“Our council is very supportive of this process. They went out and found people,” City Administrator Patrick Antonen told the Board of Commissioners in December 2019. “We past a resolution, and the folks filled out an application, and we feel they deserve a shot to serve on this board. We don’t feel we have the proper representation (on the watershed board) that we need.”
“I took a look at who was up and did the due diligence,” said Reinert then. “But really, you had these cities very aggressively pushing other members because they’re being imposed on by the Rice Creek Watershed District’s heavy hand…what they put the cities through.”
But the county board quickly re-appointed longtime Manager Patricia Preiner to her seat, seemingly before Reinert was ready to weigh in.
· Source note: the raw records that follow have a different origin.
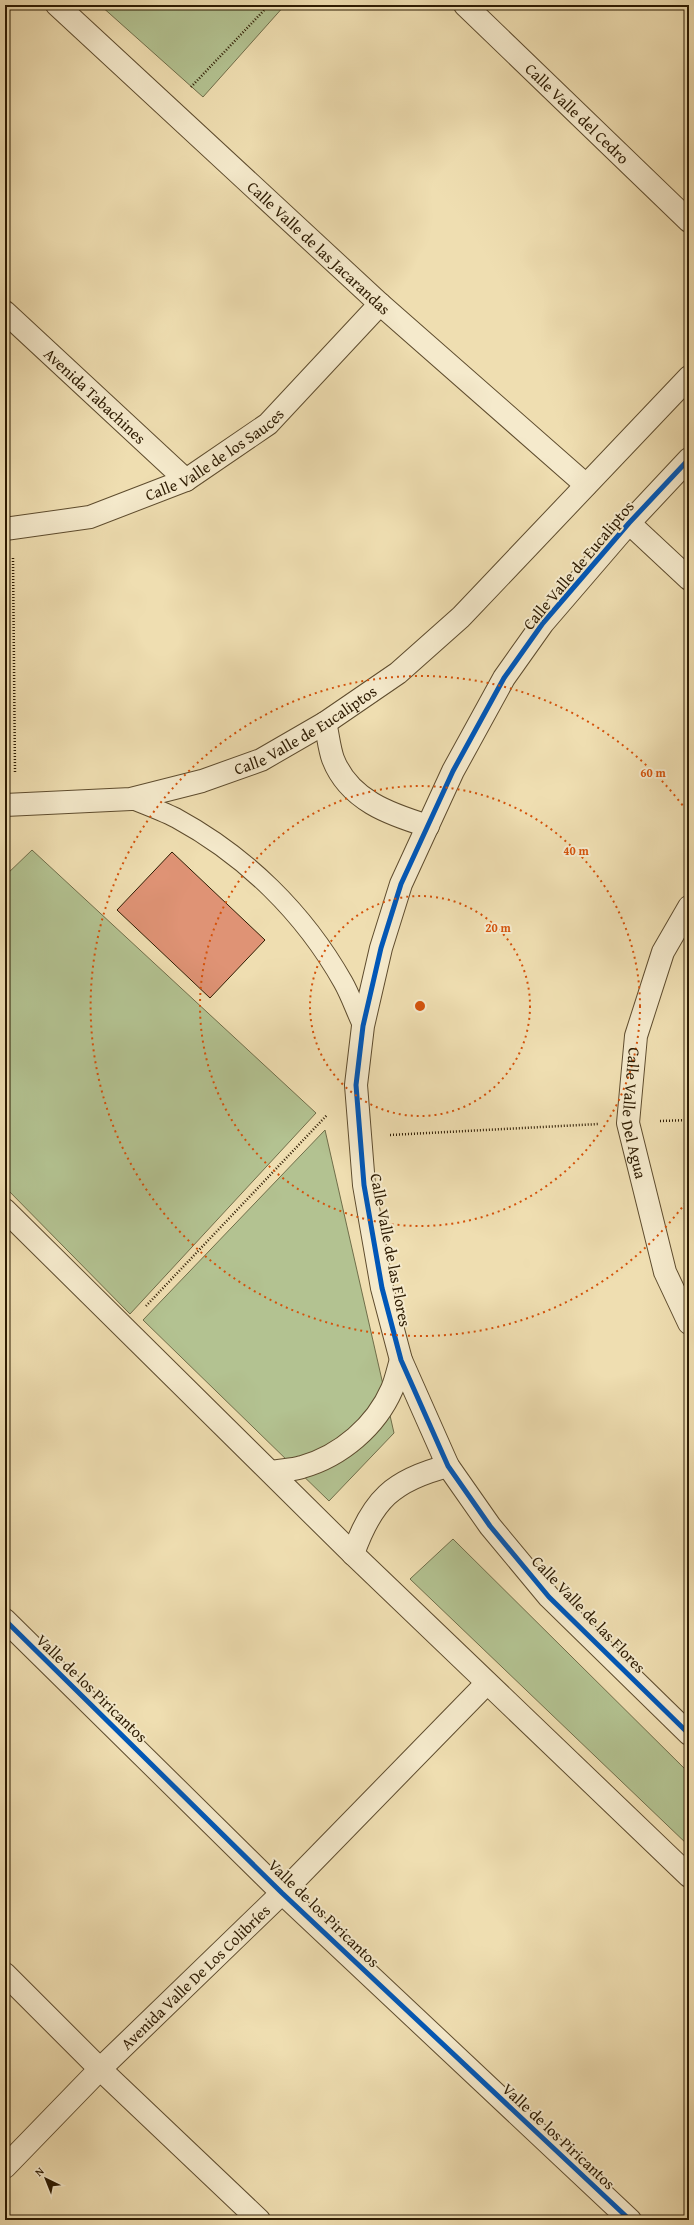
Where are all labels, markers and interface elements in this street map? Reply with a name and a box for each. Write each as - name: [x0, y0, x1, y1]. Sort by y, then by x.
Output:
- street label: Calle Valle del Cedro: [520, 57, 635, 169]
- street label: Calle Valle de las Jacarandas: [242, 175, 396, 320]
- street label: Avenida Tabachines: [39, 342, 152, 449]
- street label: Calle Valle de los Sauces: [142, 402, 289, 507]
- street label: Calle Valle de Eucaliptos: [517, 495, 639, 635]
- street label: Calle Valle de Eucaliptos: [230, 679, 381, 781]
- text: 60 m: [640, 764, 666, 781]
- text: 40 m: [563, 842, 589, 859]
- text: 20 m: [485, 919, 511, 936]
- centre of rings: [413, 999, 427, 1013]
- street label: Calle Valle Del Agua: [616, 1046, 653, 1181]
- street label: Calle Valle de las Flores: [364, 1171, 418, 1329]
- street label: Calle Valle de las Flores: [526, 1550, 652, 1678]
- street label: Valle de los Piricantos: [31, 1628, 153, 1748]
- street label: Valle de los Piricantos: [263, 1853, 385, 1973]
- street label: Avenida Valle De Los Colibríes: [115, 1899, 276, 2055]
- street label: Valle de los Piricantos: [497, 2077, 621, 2195]
- north arrow: [26, 2159, 66, 2199]
- text: N: [31, 2163, 48, 2180]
Board members at the time, essentially, said they’d waited long enough to fill the spot.
“The harder I looked, the more nervous people seemed to get, but all of a sudden the board was wanting to re-appoint her before my process was done,” said Reinert months later. “So that was a little un-nerving, to say the least.”
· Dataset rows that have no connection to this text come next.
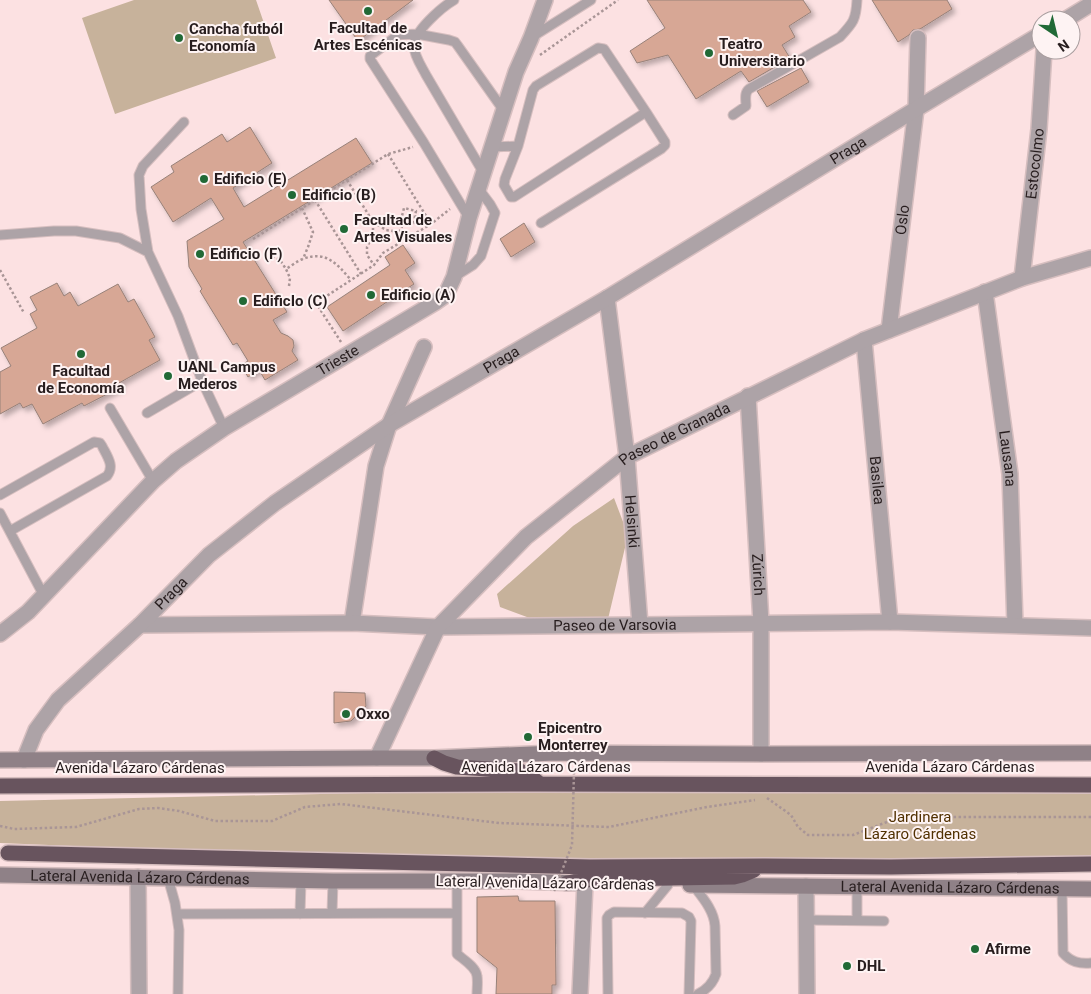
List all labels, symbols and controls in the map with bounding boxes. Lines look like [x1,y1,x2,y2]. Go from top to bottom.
marker: Facultad de Artes Escénicas [362,5,374,17]
north arrow [1031,10,1081,60]
place label: Facultad de Artes Escénicas [314,19,423,54]
place label: Cancha futból Economía [189,20,283,55]
marker: Cancha futból Economía [173,32,185,44]
place label: Teatro Universitario [719,35,805,70]
text: N [1055,36,1072,55]
marker: Teatro Universitario [703,47,715,59]
street label: Estocolmo [1022,127,1048,200]
street label: Praga [827,133,869,168]
place label: Edificio (E) [214,170,287,188]
marker: Edificio (E) [198,173,210,185]
place label: Edificio (B) [302,186,376,204]
marker: Edificio (B) [286,189,298,201]
street label: Oslo [892,204,913,236]
place label: Facultad de Artes Visuales [354,211,453,246]
marker: Facultad de Artes Visuales [338,223,350,235]
place label: Edificio (F) [210,245,283,263]
marker: Edificio (F) [194,248,206,260]
place label: Edificio (A) [381,286,455,304]
marker: Edificio (A) [365,289,377,301]
place label: EdificIo (C) [253,292,327,310]
marker: EdificIo (C) [237,295,249,307]
street label: Trieste [314,341,362,380]
street label: Praga [480,342,523,377]
marker: Facultad de Economía [75,348,87,360]
place label: UANL Campus Mederos [178,358,276,393]
place label: Facultad de Economía [38,362,124,397]
marker: UANL Campus Mederos [162,370,174,382]
street label: Paseo de Granada [615,399,733,469]
street label: Lausana [995,429,1019,487]
street label: Basilea [866,455,888,505]
street label: Helsinki [621,494,643,549]
street label: Zúrich [748,553,768,596]
street label: Praga [151,573,191,614]
street label: Paseo de Varsovia [553,616,677,635]
place label: Oxxo [356,705,390,723]
marker: Oxxo [340,708,352,720]
place label: Epicentro Monterrey [538,719,608,754]
marker: Epicentro Monterrey [522,731,534,743]
street label: Avenida Lázaro Cárdenas [461,758,631,776]
street label: Avenida Lázaro Cárdenas [865,758,1035,776]
street label: Avenida Lázaro Cárdenas [55,759,225,777]
park label: Jardinera Lázaro Cárdenas [864,808,976,843]
street label: Lateral Avenida Lázaro Cárdenas [30,867,250,888]
street label: Lateral Avenida Lázaro Cárdenas [435,872,655,894]
street label: Lateral Avenida Lázaro Cárdenas [840,878,1060,898]
place label: Afirme [985,940,1031,958]
marker: Afirme [969,943,981,955]
place label: DHL [857,957,885,975]
marker: DHL [841,960,853,972]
But left behind was Circle Pines, according to city leaders. The list it had provided–along with a similar list provided in 2019 by Centerville leaders–went seemingly un-noticed.
The city asked a district court judge to intervene and rule on whether the county followed state statute or whether the city had. Both the district court judge–and the Court of Appeals–found that the county acted appropriately in regards to the statute.
Now, the city is taking it to the State Supreme Court, which in late September agreed to hear the case.
When contacted for comment, Anoka County leaders declined to comment. Rice Creek Watershed District Administrator Nicholas Tomczik had this statement: “We have always understood the watershed manager appointment process to include the input of cities while the ultimate decision lies with county boards to appoint managers who fairly represent the various areas of the watershed. The district court and the court of appeals treated this as a straightforward and settled question. We continue two (sic) endorse the Minnesota Association of Watershed District’s (sic) position on this issue which supported the decision of the district court and appellate court.”